Saved data entries
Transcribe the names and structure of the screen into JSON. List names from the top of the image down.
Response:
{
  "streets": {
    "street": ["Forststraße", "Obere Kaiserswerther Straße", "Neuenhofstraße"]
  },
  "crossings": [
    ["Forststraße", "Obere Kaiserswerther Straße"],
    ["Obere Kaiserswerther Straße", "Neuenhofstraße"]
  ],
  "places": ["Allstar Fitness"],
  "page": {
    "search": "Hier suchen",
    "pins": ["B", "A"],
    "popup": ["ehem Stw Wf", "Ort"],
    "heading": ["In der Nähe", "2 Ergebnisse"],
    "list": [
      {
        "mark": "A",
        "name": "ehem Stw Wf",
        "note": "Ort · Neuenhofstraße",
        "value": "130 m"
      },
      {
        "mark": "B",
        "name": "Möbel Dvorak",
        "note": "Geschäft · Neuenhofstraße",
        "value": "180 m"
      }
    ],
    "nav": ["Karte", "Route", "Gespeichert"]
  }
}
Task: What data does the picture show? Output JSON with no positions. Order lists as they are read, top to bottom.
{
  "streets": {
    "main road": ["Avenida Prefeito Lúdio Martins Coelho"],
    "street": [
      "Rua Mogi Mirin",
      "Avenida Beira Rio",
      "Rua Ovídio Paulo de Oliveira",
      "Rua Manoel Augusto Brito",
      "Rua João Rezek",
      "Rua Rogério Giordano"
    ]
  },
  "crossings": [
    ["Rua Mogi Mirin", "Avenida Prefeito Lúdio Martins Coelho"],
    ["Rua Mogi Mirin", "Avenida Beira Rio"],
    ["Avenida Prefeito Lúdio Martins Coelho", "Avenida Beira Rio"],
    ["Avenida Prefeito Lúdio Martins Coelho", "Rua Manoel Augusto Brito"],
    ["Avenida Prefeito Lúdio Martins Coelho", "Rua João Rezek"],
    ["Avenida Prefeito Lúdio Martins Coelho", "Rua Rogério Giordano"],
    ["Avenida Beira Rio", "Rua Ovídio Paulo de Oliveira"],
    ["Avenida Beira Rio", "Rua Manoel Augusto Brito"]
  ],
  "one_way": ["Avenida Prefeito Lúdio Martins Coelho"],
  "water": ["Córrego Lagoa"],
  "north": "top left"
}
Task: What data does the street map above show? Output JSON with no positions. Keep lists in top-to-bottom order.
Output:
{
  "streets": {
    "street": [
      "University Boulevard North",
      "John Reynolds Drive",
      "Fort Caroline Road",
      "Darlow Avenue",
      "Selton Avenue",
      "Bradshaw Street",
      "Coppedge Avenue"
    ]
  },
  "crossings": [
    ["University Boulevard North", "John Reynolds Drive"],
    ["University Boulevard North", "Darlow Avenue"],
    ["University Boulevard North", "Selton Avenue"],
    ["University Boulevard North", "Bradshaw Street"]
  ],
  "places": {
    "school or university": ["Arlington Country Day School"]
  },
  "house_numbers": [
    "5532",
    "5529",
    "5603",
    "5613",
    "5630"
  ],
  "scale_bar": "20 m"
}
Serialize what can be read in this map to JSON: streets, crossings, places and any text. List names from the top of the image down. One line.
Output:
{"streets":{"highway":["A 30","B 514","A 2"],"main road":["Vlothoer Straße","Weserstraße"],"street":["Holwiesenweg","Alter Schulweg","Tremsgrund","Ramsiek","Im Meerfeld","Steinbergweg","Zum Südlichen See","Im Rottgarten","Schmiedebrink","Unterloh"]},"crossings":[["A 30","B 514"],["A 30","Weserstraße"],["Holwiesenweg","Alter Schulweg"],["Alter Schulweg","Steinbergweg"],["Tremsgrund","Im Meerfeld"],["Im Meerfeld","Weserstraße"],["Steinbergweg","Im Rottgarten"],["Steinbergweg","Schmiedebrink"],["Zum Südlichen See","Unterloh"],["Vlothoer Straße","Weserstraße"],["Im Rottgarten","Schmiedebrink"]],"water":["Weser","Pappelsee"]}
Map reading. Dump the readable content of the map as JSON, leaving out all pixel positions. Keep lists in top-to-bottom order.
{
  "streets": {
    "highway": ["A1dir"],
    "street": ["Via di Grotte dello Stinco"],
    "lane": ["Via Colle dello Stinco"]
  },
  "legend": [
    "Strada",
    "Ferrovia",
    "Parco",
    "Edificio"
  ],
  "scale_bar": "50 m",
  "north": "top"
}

* Requirement: Word for word, give the records again.

* Answer to this task:
Transcribe the names and structure of the screen into JSON. List names from the top of the image down.
Response:
{
  "streets": {
    "street": ["Forststraße", "Obere Kaiserswerther Straße", "Neuenhofstraße"]
  },
  "crossings": [
    ["Forststraße", "Obere Kaiserswerther Straße"],
    ["Obere Kaiserswerther Straße", "Neuenhofstraße"]
  ],
  "places": ["Allstar Fitness"],
  "page": {
    "search": "Hier suchen",
    "pins": ["B", "A"],
    "popup": ["ehem Stw Wf", "Ort"],
    "heading": ["In der Nähe", "2 Ergebnisse"],
    "list": [
      {
        "mark": "A",
        "name": "ehem Stw Wf",
        "note": "Ort · Neuenhofstraße",
        "value": "130 m"
      },
      {
        "mark": "B",
        "name": "Möbel Dvorak",
        "note": "Geschäft · Neuenhofstraße",
        "value": "180 m"
      }
    ],
    "nav": ["Karte", "Route", "Gespeichert"]
  }
}
Task: What data does the picture show? Output JSON with no positions. Order lists as they are read, top to bottom.
{
  "streets": {
    "main road": ["Avenida Prefeito Lúdio Martins Coelho"],
    "street": [
      "Rua Mogi Mirin",
      "Avenida Beira Rio",
      "Rua Ovídio Paulo de Oliveira",
      "Rua Manoel Augusto Brito",
      "Rua João Rezek",
      "Rua Rogério Giordano"
    ]
  },
  "crossings": [
    ["Rua Mogi Mirin", "Avenida Prefeito Lúdio Martins Coelho"],
    ["Rua Mogi Mirin", "Avenida Beira Rio"],
    ["Avenida Prefeito Lúdio Martins Coelho", "Avenida Beira Rio"],
    ["Avenida Prefeito Lúdio Martins Coelho", "Rua Manoel Augusto Brito"],
    ["Avenida Prefeito Lúdio Martins Coelho", "Rua João Rezek"],
    ["Avenida Prefeito Lúdio Martins Coelho", "Rua Rogério Giordano"],
    ["Avenida Beira Rio", "Rua Ovídio Paulo de Oliveira"],
    ["Avenida Beira Rio", "Rua Manoel Augusto Brito"]
  ],
  "one_way": ["Avenida Prefeito Lúdio Martins Coelho"],
  "water": ["Córrego Lagoa"],
  "north": "top left"
}
Task: What data does the street map above show? Output JSON with no positions. Keep lists in top-to-bottom order.
Output:
{
  "streets": {
    "street": [
      "University Boulevard North",
      "John Reynolds Drive",
      "Fort Caroline Road",
      "Darlow Avenue",
      "Selton Avenue",
      "Bradshaw Street",
      "Coppedge Avenue"
    ]
  },
  "crossings": [
    ["University Boulevard North", "John Reynolds Drive"],
    ["University Boulevard North", "Darlow Avenue"],
    ["University Boulevard North", "Selton Avenue"],
    ["University Boulevard North", "Bradshaw Street"]
  ],
  "places": {
    "school or university": ["Arlington Country Day School"]
  },
  "house_numbers": [
    "5532",
    "5529",
    "5603",
    "5613",
    "5630"
  ],
  "scale_bar": "20 m"
}
Serialize what can be read in this map to JSON: streets, crossings, places and any text. List names from the top of the image down. One line.
Output:
{"streets":{"highway":["A 30","B 514","A 2"],"main road":["Vlothoer Straße","Weserstraße"],"street":["Holwiesenweg","Alter Schulweg","Tremsgrund","Ramsiek","Im Meerfeld","Steinbergweg","Zum Südlichen See","Im Rottgarten","Schmiedebrink","Unterloh"]},"crossings":[["A 30","B 514"],["A 30","Weserstraße"],["Holwiesenweg","Alter Schulweg"],["Alter Schulweg","Steinbergweg"],["Tremsgrund","Im Meerfeld"],["Im Meerfeld","Weserstraße"],["Steinbergweg","Im Rottgarten"],["Steinbergweg","Schmiedebrink"],["Zum Südlichen See","Unterloh"],["Vlothoer Straße","Weserstraße"],["Im Rottgarten","Schmiedebrink"]],"water":["Weser","Pappelsee"]}
Map reading. Dump the readable content of the map as JSON, leaving out all pixel positions. Keep lists in top-to-bottom order.
{
  "streets": {
    "highway": ["A1dir"],
    "street": ["Via di Grotte dello Stinco"],
    "lane": ["Via Colle dello Stinco"]
  },
  "legend": [
    "Strada",
    "Ferrovia",
    "Parco",
    "Edificio"
  ],
  "scale_bar": "50 m",
  "north": "top"
}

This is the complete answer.